W Polsce nie brakuje instrumentów finansowych, które mogą służyć konsumentom wsparciem przy oszczędzaniu, jednak Polacy nie zawsze wybierają właściwie. Dobra sytuacja gospodarcza powinna sprzyjać rynkowi akcji, który wciąż pozostaje atrakcyjny – uważa prezes Skarbca TFI, Piotr Szulec. W rozmowie ze Strefą Biznesu wskazuje także na obecne trendy, które niestety nie wpływają pozytywnie na krajowy rynek kapitałowy.

Spis treści

Słowo „oszczędzanie” znają wszyscy, ale wciąż brakuje odpowiedniej edukacji, która pomagałaby lepiej dopasować cele do dostępnych na rynku instrumentów finansowych. Im wcześniej zaczniemy i będziemy to robić regularnie – tym lepiej.

– Zawsze warto oszczędzać, a nawet trzeba oszczędzać – to jest pierwsza zasada. Druga zasada to oszczędzać regularnie, a trzecia – odkładać jak najwięcej, ale z uwzględnieniem naszej sytuacji materialnej. W tym momencie mniej istotny jest horyzont inwestycyjny czy to na co konkretnie oszczędzamy, dużo ważniejsze jest to, żeby w ogóle zacząć – powiedział Strefia Biznesu prezes Skarbca TFI, Piotr Szulec.

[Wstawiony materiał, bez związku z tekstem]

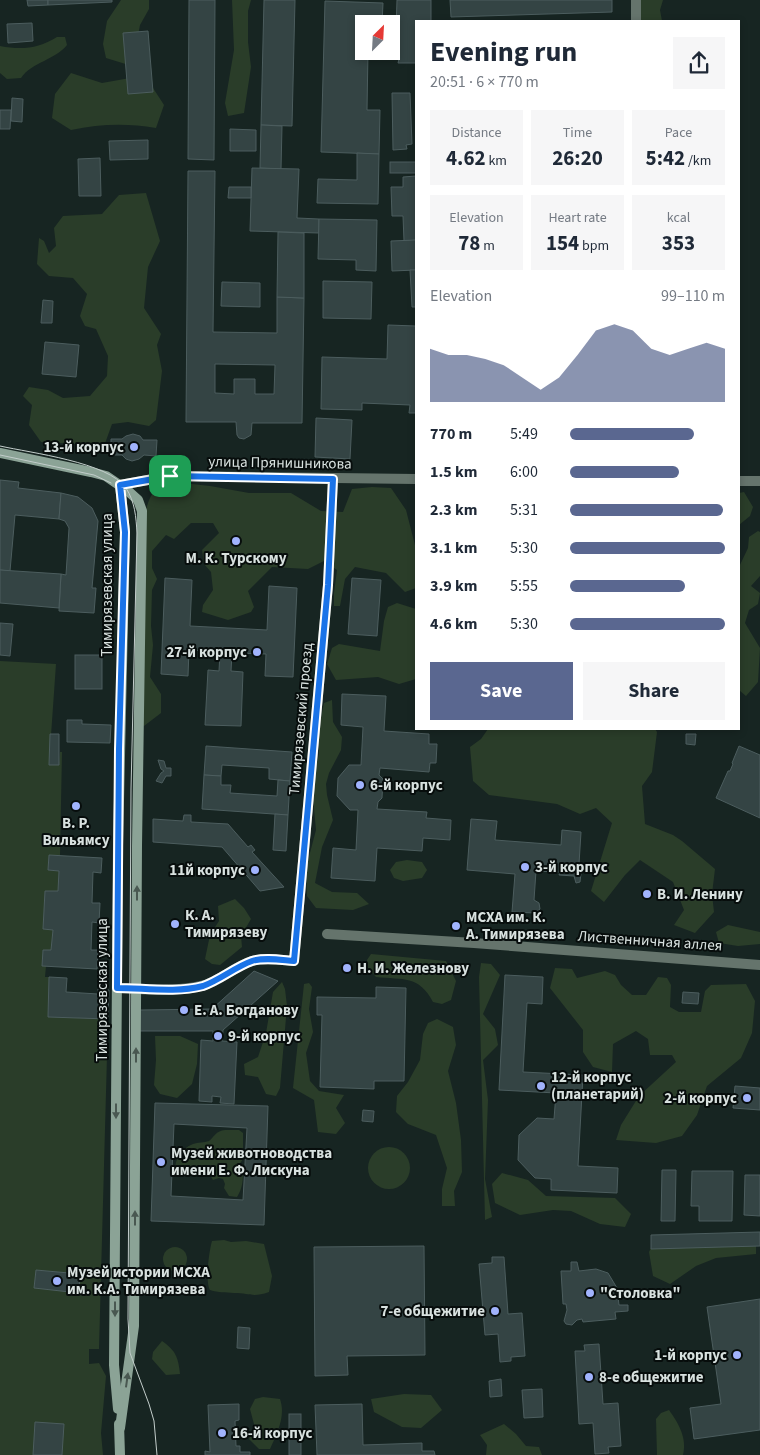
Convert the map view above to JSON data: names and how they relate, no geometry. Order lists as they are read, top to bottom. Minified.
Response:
{"streets":{"main road":["Тимирязевская улица"],"street":["улица Прянишникова","Тимирязевский проезд","Лиственничная аллея"]},"crossings":[["улица Прянишникова","Тимирязевская улица"],["улица Прянишникова","Тимирязевский проезд"],["Тимирязевская улица","Тимирязевский проезд"]],"places":["13-й корпус","М. К. Турскому","27-й корпус","6-й корпус","В. Р. Вильямсу","3-й корпус","11й корпус","В. И. Ленину","К. А. Тимирязеву","МСХА им. К. А. Тимирязева","Н. И. Железнову","Е. А. Богданову","9-й корпус","12-й корпус (планетарий)","2-й корпус","Музей животноводства имени Е. Ф. Лискуна","Музей истории МСХА им. К.А. Тимирязева","\"Столовка\"","7-е общежитие","1-й корпус","8-е общежитие","16-й корпус"],"north":"top right","page":{"heading":["Evening run","20:51 · 6 × 770 m"],"stats":[["Distance","4.62 km"],["Time","26:20"],["Pace","5:42 /km"],["Elevation","78 m"],["Heart rate","154 bpm"],["kcal","353"]],"chart":["Elevation","99–110 m"],"list":[{"name":"770 m","note":"5:49"},{"name":"1.5 km","note":"6:00"},{"name":"2.3 km","note":"5:31"},{"name":"3.1 km","note":"5:30"},{"name":"3.9 km","note":"5:55"},{"name":"4.6 km","note":"5:30"}],"buttons":["Save","Share"]}}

Fundusze pomagają w dzieleniu środków i oszczędzaniu

Jego zdaniem dopiero po pewnym czasie możemy tworzyć osobne portfele czy dywersyfikować środki, dzieląc je według potrzeb krótko-, średnio- i długoterminowych.

– Niezależnie od tego, że dziś reprezentuję TFI, to chciałbym podkreślić, że zawsze będę orędownikiem tego, by decydując się na odkładanie nadwyżek domowego budżetu zaczynać właśnie od funduszy inwestycyjnych. Dlaczego? Po pierwsze – jest to instrument najbardziej odpowiedni dla osób, które dopiero zaczynają oszczędzać i nigdy nie miały do czynienia z rynkiem kapitałowym. Po drugie, pozwala on na regularne oszczędzanie i inwestowanie właściwie dowolnych kwot. Po trzecie wreszcie, w ofercie towarzystw funduszy inwestycyjnych znajduje się szerokie spektrum rozwiązań inwestycyjnych. Sprawą wtórną pozostaje to, jakie TFI czy konkretne fundusze wybierzemy – dodał Szulec.

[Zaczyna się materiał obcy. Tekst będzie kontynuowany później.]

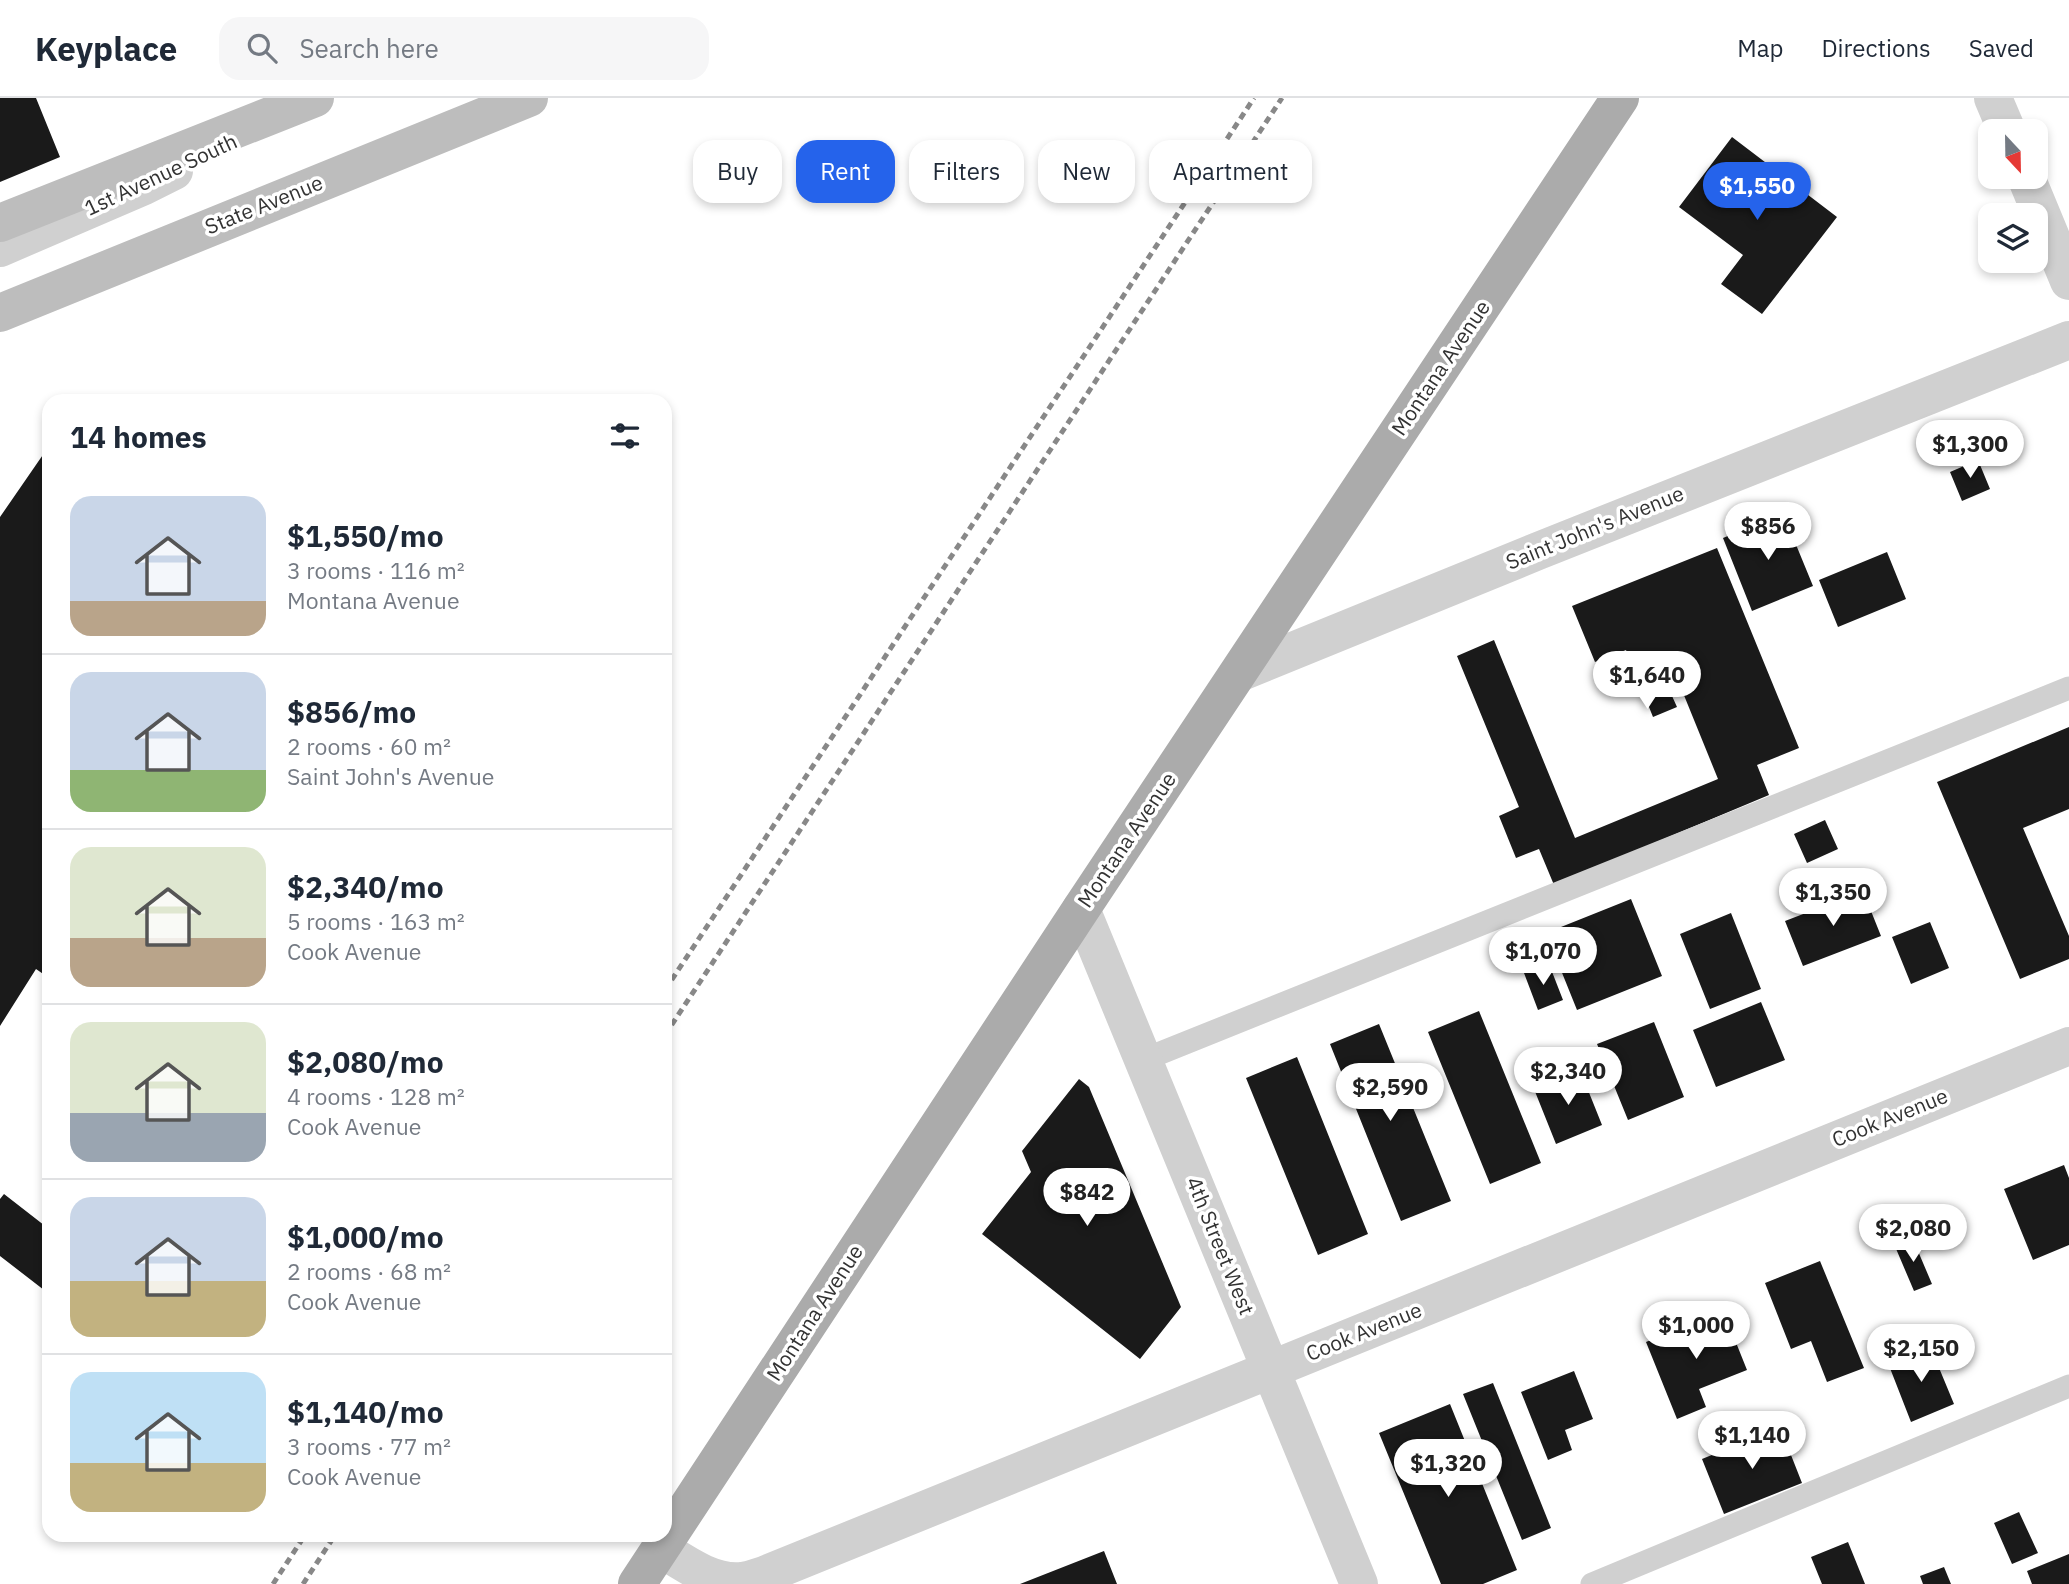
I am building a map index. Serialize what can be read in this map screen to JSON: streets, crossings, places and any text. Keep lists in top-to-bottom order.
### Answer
{
  "streets": {
    "main road": ["State Avenue", "Montana Avenue"],
    "street": [
      "1st Avenue South",
      "Saint John's Avenue",
      "Cook Avenue",
      "4th Street West"
    ]
  },
  "crossings": [
    ["Montana Avenue", "Saint John's Avenue"],
    ["Montana Avenue", "Cook Avenue"],
    ["Montana Avenue", "4th Street West"],
    ["Cook Avenue", "4th Street West"]
  ],
  "north": "bottom",
  "page": {
    "header": "Keyplace",
    "search": "Search here",
    "nav": ["Map", "Directions", "Saved"],
    "chip": [
      "Buy",
      "Rent",
      "Filters",
      "New",
      "Apartment"
    ],
    "price": [
      "$1,550",
      "$1,300",
      "$856",
      "$1,640",
      "$1,350",
      "$1,070",
      "$2,340",
      "$2,590",
      "$842",
      "$2,080",
      "$1,000",
      "$2,150",
      "$1,140",
      "$1,320"
    ],
    "heading": "14 homes",
    "list": [
      {
        "name": "$1,550/mo",
        "note": "3 rooms · 116 m² · Montana Avenue"
      },
      {
        "name": "$856/mo",
        "note": "2 rooms · 60 m² · Saint John's Avenue"
      },
      {
        "name": "$2,340/mo",
        "note": "5 rooms · 163 m² · Cook Avenue"
      },
      {
        "name": "$2,080/mo",
        "note": "4 rooms · 128 m² · Cook Avenue"
      },
      {
        "name": "$1,000/mo",
        "note": "2 rooms · 68 m² · Cook Avenue"
      },
      {
        "name": "$1,140/mo",
        "note": "3 rooms · 77 m² · Cook Avenue"
      }
    ]
  }
}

Na rynku dostępnych jest wiele rankingów TFI i każdy może sprawdzić, które z towarzystw przynosiło w danym okresie i konkretnej kategorii inwestycyjnej najwyższą stopę zwrotu w określonym profilu ryzyka – podkreślił Piotr Szulec.

Co ciekawe, już niebawem inwestorzy będą mogli korzystać z kolejnego zestawienia o wyjątkowo dużym poziomie wiarygodności.

– Z informacji, które się pojawiają, wynika, że Komisja Nadzoru Finansowego (KNF) w pierwszej połowie 2026 roku uruchomi na swojej stronie internetowej porównywarkę funduszy, dostępną dla każdego klienta – dodał Piotr Szulec.

TFI zarządzają wieloma produktami. Każdy z nich ma swoją specyfikę, dlatego przed złożeniem zlecenia kupna jednostek uczestnictwa w funduszu należy dopasować jego charakterystykę do swoich celów.

– Jeżeli decydujemy się na krótkoterminowe oszczędzanie, to zdecydowanie najlepszym wyborem będą fundusze pieniężne lub obligacyjne. Gdy stawiamy na inwestycje średnio- i długoterminowe – fundusze mieszane lub akcyjne. W tym pierwszym przypadku liczy się bezpieczeństwo – chcemy „dowieźć” daną kwotę, żeby zrealizować cel. Natomiast przy dłuższym terminie możemy pozwolić sobie na większe ryzyko, licząc na wyższą stopę zwrotu. Trzeba jednak pamiętać, że wraz ze wzrostem komponentu akcyjnego w naszym portfelu musimy liczyć się z okresowymi spadkami wartości naszych inwestycji. Możemy też zbudować rozwiązanie pośrednie tworząc portfel składający się np. z funduszu pieniężnego, jak i akcyjnego – zauważa prezes.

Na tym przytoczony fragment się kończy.